- Theatrical release poster
- Directed by: Daryl Wein
- Produced by: David Oliver Cohen, Daryl Wein (producers), Zoe Lister Jones (associate producer)
- Starring: Richard Berkowitz
- Cinematography: Alex Bregman
- Edited by: Daryl Wein
- Music by: Michael Tremante
- Release date: 2008;
- Running time: 75 minutes
- Country: United States
- Language: English

= Sex Positive =

Sex Positive is a 2008 documentary film about Richard Berkowitz directed by Daryl Wein. The film explores Berkowitz's life, presenting him as a revolutionary gay activist whose incomparable contribution to the invention of safe sex has never been aptly credited.

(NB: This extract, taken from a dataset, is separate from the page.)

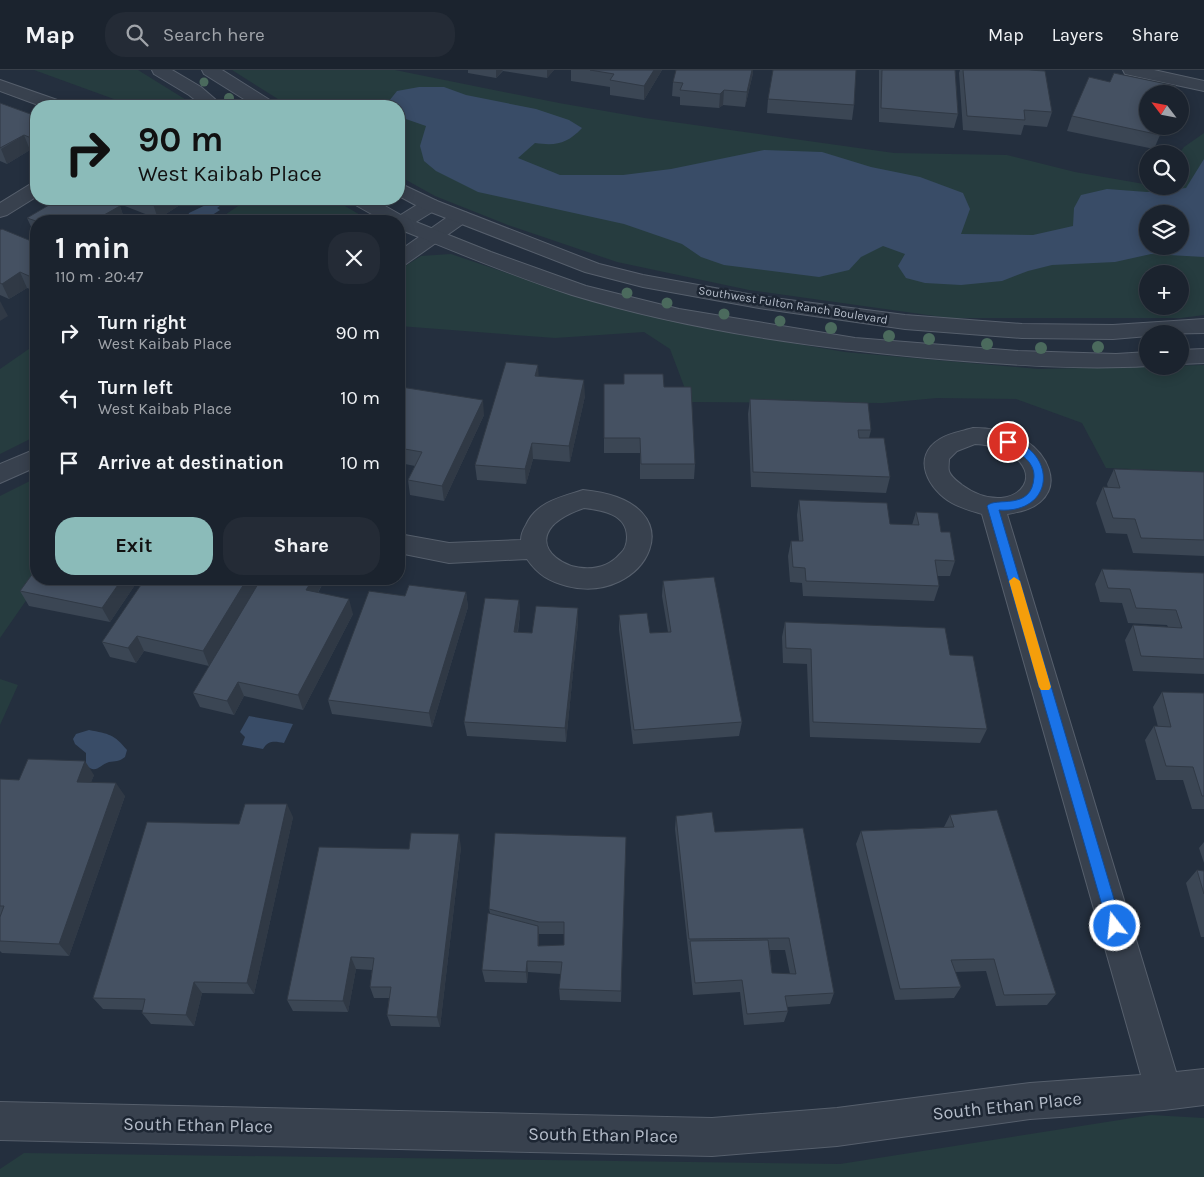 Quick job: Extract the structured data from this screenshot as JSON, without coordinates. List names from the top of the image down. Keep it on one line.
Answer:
{"streets":{"street":["Southwest Fulton Ranch Boulevard","South Ethan Place"]},"north":"top left","page":{"header":"Map","search":"Search here","nav":["Map","Layers","Share"],"map_buttons":["+","−"],"turn":["90 m","West Kaibab Place"],"heading":["1 min","110 m · 20:47"],"list":[{"name":"Turn right","note":"West Kaibab Place","value":"90 m"},{"name":"Turn left","note":"West Kaibab Place","value":"10 m"},{"name":"Arrive at destination","value":"10 m"}],"buttons":["Exit","Share"]}}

The documentary had footages from Berkowitz, as well as Don Adler, Dotty Berkowitz (his mother), Susan Brown, Dr. Demetre Daskalakis, Richard Dworkin (actor and artist), William A. Haseltine, Larry Kramer, Ardele Lister, Michael Lucas, Francisco Roque (director of Gay Men's Health Crisis), Gabriel Rotello, Joseph Sonnabend, Dr. Bill Stackhouse GMHC Secretary, Krishna Stone (former GMHC director of community relations), Sean Strub and Edmund White.

In 2008, the film won the Grand Jury Award at the Los Angeles Outfest for "Best Documentary Feature".